Paul Goble
Staunton, February 27 – Many North Caucasians no longer consider Moscow to be “their” capital, a “Russky reporter” journalist who specializes on ethnic conflicts told a Friday roundtable on ethnic relations in the Russian megalopolis; in large part, she said, because of their specific experiences with ethnic Russians.
“Who is a Russian for [the residents of the North Caucasus]? In the first instance, someone in a camouflage uniform with an automatic weapon.” And if a North Caucasian comes to Moscow to work, Mariya Akhmedova said, he or she is doing so only to “survive because in the Caucasus a war is in fact going on” (www.kavkaz-uzel.ru/articles/181553/).
That reality, she told a meeting on “Multi-national Moscow: Yesterday, Today and Tomorrow” convened by the Rosbalt news agency in cooperation with the city government, “very strongly influences the relations of the peoples toward one another” and explains why there is so much hostility on both sides.
Other speakers at the meeting, which Rosbalt said was only the first of many, highlighted other ethnic issues.
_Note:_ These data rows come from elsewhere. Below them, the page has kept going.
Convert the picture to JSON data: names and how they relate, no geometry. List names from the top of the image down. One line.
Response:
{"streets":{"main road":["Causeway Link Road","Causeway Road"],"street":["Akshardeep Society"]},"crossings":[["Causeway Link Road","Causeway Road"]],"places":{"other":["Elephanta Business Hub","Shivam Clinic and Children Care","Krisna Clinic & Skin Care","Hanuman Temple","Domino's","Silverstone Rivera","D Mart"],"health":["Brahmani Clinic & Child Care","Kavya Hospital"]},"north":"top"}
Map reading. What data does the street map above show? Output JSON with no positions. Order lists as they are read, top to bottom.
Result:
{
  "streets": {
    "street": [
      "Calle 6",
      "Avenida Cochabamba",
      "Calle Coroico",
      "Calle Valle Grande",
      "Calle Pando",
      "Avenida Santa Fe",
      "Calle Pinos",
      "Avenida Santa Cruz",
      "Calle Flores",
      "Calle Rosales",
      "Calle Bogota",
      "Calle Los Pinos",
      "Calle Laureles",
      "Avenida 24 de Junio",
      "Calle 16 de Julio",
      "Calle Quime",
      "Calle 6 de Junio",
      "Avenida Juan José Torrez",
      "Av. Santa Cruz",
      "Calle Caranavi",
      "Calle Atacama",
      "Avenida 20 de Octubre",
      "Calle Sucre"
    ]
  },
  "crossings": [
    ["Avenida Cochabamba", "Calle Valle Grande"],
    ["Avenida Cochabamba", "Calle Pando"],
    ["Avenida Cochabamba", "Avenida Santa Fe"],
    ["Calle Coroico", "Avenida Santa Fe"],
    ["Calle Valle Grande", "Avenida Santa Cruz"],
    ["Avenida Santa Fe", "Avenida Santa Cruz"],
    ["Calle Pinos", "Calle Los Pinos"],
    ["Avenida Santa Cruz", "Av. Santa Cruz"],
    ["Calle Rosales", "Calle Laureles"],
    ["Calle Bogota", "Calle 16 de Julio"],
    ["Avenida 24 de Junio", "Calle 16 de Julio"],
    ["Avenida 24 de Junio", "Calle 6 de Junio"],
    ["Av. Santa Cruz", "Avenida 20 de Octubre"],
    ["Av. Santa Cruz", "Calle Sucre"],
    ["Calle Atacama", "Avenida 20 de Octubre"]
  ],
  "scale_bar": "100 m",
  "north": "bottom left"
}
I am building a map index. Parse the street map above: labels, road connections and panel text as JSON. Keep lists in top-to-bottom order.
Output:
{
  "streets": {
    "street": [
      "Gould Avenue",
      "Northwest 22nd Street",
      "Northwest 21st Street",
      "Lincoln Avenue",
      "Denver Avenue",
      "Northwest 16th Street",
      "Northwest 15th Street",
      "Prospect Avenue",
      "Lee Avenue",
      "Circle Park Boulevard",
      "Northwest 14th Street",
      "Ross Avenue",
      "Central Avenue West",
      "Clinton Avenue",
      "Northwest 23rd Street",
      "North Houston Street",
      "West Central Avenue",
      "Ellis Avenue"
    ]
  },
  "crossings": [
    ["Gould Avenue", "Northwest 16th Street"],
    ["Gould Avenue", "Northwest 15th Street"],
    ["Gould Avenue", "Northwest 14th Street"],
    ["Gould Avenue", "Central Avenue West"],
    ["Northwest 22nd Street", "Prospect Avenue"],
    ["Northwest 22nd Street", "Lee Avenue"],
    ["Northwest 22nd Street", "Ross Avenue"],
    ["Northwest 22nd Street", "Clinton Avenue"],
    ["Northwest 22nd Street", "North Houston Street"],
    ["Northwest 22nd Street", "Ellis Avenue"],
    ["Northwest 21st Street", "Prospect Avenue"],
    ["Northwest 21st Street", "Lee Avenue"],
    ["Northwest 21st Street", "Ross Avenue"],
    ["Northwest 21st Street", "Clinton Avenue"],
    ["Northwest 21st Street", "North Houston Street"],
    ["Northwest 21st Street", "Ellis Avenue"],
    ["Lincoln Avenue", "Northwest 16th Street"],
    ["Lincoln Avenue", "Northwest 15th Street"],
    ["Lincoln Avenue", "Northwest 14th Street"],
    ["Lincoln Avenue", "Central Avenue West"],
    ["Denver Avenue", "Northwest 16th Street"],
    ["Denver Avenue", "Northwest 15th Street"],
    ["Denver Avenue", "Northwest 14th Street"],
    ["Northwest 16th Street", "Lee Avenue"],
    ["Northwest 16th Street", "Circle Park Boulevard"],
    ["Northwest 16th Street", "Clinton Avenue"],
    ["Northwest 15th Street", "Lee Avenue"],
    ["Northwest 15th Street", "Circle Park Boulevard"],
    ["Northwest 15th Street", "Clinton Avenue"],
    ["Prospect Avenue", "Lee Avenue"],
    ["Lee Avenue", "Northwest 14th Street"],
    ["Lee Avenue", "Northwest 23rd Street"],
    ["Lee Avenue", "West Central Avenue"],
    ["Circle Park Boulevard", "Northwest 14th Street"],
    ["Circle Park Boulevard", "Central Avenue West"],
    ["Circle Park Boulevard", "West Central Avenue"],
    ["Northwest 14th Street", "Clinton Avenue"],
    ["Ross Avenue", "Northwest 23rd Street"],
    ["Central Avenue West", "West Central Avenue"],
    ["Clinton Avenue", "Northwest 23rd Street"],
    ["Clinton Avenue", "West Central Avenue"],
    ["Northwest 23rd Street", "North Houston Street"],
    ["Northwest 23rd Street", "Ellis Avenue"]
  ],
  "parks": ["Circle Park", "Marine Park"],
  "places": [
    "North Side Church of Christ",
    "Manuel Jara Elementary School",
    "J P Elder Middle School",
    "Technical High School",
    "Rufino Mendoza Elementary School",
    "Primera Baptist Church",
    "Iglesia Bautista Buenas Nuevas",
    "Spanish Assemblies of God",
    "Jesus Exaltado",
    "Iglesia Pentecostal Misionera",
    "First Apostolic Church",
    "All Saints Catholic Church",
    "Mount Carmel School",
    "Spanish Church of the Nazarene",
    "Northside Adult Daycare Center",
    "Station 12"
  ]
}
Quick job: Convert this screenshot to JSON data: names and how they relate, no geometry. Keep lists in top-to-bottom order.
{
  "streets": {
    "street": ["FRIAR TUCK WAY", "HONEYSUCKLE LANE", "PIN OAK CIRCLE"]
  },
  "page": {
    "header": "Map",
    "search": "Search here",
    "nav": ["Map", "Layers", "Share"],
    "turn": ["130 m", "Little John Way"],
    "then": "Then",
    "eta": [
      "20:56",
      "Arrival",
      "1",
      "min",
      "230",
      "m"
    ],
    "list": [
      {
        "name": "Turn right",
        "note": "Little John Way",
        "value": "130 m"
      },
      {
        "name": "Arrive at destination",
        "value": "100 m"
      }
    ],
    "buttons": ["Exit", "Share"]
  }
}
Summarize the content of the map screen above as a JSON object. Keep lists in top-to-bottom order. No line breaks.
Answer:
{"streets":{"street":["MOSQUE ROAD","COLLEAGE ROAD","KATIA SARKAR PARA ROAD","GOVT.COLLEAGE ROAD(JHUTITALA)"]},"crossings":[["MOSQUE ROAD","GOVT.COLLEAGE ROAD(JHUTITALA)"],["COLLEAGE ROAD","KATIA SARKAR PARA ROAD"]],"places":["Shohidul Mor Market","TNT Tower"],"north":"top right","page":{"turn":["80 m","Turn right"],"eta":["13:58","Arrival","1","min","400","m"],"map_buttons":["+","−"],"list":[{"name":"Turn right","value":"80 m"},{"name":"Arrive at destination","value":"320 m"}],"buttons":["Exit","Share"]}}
Vladimir Kozlov, a specialist on Moscow at the Russian State Humanitarian University, stressed that “initially on the territory of Moscow lived Finno-Ugric peoples.” Only later came the Slavs. And “until recently,” there were no ethnic conflicts.
A third speaker, Vladimir Bokov, who heads the nationality policy administration of the Moscow city Department of Inter-Regional Ties and Nationality Policy and who is known for pushing the idea of a “Moscow Code” for immigrants, argued that Moscow, “as a megalopolis,” has “its own rules of behavior” which “if everyone will follow them will lead to less aggression.”
According to the Kavkaz-Uzel report, participants in the meeting agreed that inter-ethnic conflicts are “a problem of all Russia” and not just its capital and that among the most important triggers of such conflicts are “corruption, greed, and low wages.”